(Assignment)
Return only those lines of the records below in which "shadow" appears.

(Data listing)

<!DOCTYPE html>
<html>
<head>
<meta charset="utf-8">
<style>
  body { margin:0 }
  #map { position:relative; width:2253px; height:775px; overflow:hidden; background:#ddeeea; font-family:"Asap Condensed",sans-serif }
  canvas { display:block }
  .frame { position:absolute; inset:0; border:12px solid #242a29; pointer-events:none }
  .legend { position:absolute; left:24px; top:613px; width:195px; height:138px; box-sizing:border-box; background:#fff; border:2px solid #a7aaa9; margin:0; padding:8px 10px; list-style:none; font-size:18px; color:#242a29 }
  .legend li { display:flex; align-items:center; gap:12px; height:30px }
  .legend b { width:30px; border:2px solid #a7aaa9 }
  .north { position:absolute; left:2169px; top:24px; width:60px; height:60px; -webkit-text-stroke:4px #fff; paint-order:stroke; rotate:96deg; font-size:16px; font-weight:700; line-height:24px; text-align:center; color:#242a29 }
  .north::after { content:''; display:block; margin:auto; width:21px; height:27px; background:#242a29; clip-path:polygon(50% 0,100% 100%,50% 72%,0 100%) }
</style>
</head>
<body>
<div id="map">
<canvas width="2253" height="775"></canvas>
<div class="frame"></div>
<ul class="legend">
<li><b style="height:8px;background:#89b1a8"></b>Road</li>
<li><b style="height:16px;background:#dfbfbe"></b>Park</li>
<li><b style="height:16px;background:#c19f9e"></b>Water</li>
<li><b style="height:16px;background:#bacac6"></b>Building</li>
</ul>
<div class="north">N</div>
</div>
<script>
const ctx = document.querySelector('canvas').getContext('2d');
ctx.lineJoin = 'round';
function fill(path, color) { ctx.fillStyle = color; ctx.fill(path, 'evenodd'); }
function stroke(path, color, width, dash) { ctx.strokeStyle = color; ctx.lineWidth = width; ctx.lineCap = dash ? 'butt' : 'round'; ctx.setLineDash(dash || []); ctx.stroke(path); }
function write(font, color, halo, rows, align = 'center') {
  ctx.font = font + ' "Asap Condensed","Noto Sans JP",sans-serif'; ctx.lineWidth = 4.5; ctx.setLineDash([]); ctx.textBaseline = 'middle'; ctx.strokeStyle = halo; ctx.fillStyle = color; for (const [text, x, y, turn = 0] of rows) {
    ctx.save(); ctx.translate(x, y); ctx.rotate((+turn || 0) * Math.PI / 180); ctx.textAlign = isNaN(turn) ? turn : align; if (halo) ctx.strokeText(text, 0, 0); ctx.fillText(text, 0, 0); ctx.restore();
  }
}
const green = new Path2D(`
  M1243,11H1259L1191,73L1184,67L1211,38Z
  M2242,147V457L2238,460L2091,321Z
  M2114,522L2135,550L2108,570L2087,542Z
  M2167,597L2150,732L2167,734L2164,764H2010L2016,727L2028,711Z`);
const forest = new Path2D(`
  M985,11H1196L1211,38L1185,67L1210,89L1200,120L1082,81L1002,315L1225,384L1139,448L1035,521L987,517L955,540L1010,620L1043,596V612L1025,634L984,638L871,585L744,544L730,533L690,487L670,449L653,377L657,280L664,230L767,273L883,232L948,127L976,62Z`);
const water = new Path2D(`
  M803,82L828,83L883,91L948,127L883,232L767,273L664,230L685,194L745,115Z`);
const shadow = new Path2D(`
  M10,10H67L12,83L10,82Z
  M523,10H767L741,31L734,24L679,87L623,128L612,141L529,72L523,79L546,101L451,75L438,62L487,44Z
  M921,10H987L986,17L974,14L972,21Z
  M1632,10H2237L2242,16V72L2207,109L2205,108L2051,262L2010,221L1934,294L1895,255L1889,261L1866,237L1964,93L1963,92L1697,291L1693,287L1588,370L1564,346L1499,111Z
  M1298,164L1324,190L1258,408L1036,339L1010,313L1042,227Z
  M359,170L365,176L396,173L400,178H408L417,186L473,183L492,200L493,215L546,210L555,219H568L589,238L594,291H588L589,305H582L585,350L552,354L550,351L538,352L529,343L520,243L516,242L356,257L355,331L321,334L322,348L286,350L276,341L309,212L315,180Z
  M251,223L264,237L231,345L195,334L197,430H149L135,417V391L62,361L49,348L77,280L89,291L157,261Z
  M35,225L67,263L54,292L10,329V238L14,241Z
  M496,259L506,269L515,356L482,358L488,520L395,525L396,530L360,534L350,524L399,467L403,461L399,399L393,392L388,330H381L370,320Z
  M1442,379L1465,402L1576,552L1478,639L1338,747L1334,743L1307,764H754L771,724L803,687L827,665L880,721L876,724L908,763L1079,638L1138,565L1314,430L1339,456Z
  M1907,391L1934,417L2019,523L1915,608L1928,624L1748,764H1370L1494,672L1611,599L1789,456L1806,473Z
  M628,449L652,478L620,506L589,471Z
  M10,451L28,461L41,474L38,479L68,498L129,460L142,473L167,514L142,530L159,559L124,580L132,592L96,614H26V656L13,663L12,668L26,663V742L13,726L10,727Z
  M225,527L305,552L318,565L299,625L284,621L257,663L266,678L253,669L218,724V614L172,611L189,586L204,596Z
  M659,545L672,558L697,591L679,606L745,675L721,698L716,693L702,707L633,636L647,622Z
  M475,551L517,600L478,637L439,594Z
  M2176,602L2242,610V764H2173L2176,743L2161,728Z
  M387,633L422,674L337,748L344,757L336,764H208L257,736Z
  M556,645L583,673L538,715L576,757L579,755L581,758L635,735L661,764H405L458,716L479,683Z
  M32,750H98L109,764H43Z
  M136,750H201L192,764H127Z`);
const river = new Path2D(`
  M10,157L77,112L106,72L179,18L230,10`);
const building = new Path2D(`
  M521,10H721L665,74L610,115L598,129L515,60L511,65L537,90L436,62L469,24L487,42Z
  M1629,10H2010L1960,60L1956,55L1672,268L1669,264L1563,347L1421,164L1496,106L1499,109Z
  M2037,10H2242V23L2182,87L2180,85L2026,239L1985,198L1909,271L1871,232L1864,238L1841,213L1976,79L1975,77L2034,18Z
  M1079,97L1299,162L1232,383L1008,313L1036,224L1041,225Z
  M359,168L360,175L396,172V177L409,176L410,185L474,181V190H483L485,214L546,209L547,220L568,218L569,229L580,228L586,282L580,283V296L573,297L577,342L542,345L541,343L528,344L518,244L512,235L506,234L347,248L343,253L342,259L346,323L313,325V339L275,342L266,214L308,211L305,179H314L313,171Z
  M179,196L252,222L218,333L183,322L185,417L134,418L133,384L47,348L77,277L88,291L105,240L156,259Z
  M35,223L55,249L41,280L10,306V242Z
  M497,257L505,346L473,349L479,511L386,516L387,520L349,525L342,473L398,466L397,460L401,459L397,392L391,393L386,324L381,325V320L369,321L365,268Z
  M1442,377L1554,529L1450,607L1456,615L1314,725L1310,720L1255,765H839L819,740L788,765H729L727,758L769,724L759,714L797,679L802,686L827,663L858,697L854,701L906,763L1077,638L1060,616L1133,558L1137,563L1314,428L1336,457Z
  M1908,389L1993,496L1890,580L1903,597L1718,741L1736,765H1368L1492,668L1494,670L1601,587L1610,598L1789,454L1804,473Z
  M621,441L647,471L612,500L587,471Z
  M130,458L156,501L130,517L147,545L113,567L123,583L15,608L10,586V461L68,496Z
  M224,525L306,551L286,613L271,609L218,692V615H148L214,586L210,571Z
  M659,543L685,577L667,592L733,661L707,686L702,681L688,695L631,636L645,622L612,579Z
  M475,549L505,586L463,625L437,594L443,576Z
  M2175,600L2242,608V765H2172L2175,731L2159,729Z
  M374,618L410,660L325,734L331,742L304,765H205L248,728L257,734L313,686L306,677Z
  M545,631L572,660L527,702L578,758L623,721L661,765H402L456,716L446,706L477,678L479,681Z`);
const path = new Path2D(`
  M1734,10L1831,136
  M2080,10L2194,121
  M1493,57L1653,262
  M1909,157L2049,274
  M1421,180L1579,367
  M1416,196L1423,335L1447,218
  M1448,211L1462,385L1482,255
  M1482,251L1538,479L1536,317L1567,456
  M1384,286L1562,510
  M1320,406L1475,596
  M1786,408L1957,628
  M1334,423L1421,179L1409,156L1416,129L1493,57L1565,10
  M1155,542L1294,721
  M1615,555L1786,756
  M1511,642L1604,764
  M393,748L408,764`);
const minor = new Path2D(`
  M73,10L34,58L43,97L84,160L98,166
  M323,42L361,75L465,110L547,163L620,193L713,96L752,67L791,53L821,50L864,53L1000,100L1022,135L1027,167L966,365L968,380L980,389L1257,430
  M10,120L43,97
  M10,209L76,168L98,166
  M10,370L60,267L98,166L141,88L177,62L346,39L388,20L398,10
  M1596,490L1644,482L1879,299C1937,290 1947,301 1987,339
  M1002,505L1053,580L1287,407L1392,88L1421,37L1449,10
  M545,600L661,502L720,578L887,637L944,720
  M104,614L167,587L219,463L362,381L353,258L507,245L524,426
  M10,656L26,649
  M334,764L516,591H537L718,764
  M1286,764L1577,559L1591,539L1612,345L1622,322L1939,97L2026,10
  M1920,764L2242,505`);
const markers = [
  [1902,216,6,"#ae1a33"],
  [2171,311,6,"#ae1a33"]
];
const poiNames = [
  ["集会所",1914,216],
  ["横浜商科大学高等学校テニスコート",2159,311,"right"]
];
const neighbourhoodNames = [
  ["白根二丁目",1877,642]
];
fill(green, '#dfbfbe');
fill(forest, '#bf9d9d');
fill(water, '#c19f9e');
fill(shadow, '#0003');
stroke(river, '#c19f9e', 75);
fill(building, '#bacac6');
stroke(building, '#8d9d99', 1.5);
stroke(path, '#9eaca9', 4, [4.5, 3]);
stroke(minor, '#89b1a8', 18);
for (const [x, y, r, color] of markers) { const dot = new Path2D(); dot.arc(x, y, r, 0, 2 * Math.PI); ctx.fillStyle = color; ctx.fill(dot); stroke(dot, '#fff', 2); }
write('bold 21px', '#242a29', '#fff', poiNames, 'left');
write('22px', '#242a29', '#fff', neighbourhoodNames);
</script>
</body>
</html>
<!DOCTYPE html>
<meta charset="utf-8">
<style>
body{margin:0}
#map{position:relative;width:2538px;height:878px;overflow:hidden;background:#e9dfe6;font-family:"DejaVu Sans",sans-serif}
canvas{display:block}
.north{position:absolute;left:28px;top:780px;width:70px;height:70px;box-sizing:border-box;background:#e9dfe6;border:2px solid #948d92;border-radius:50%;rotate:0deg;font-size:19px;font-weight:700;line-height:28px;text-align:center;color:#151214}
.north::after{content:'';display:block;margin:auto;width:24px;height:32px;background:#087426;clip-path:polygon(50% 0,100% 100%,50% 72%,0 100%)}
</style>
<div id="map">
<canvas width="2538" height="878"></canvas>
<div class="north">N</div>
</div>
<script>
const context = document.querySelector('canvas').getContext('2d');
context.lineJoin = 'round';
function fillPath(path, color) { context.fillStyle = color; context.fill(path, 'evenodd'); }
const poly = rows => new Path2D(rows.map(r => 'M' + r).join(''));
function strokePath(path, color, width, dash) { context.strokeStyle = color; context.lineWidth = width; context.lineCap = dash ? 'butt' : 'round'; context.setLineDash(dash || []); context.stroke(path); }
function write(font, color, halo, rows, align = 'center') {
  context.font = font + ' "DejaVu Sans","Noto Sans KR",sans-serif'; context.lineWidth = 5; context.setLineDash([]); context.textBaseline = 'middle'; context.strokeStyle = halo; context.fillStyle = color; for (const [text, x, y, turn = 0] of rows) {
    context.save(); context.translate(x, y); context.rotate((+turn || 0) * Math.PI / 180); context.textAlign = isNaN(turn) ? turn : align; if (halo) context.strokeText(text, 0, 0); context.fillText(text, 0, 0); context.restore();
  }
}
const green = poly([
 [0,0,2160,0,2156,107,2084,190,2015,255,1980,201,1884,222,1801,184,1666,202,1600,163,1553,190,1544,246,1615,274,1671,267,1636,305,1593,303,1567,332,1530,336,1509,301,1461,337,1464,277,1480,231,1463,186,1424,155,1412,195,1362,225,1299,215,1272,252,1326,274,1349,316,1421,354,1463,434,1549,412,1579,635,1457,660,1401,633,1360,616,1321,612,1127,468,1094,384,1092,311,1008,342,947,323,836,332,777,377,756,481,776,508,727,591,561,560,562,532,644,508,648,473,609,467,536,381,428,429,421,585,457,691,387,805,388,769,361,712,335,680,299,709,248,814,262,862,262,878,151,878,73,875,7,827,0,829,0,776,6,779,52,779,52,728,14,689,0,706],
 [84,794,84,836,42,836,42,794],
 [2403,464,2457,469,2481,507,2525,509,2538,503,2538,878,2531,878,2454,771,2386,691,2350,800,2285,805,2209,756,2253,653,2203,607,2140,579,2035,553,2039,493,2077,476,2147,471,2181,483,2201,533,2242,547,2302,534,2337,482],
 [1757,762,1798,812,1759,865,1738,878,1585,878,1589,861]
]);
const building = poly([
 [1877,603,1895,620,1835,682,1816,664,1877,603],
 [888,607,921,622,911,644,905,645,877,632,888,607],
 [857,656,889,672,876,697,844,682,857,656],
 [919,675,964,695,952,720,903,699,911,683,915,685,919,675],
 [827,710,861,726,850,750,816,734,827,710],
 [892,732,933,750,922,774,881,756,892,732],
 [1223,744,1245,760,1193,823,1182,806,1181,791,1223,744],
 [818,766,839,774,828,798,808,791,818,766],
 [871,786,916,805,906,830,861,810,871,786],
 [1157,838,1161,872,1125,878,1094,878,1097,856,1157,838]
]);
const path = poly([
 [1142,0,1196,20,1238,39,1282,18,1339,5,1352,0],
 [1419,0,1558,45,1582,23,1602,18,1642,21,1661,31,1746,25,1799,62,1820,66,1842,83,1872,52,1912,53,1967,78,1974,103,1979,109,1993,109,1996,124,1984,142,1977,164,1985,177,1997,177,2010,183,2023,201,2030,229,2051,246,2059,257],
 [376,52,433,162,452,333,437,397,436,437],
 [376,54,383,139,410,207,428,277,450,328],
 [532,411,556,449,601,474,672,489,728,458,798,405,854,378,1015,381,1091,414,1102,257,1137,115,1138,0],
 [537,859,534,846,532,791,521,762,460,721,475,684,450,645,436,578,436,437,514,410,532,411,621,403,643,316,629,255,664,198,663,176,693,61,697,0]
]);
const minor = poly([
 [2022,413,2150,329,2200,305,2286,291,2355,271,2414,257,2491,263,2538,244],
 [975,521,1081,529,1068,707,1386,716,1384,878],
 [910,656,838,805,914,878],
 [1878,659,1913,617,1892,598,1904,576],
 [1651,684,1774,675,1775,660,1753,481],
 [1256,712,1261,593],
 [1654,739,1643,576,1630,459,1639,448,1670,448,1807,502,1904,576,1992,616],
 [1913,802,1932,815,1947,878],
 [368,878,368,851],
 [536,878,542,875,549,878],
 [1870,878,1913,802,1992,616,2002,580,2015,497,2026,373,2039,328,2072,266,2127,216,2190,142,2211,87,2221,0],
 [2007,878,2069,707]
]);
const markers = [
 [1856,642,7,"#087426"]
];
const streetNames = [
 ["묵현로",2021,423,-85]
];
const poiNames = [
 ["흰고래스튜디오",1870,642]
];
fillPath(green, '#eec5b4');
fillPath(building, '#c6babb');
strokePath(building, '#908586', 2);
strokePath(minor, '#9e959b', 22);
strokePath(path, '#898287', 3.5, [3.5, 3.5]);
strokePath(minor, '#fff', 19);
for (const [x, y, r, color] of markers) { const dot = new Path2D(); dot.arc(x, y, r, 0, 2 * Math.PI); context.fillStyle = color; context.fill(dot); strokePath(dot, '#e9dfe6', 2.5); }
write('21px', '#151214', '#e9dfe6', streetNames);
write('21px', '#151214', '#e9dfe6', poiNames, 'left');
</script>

(Exercise output)
const shadow = new Path2D(`
fill(shadow, '#0003');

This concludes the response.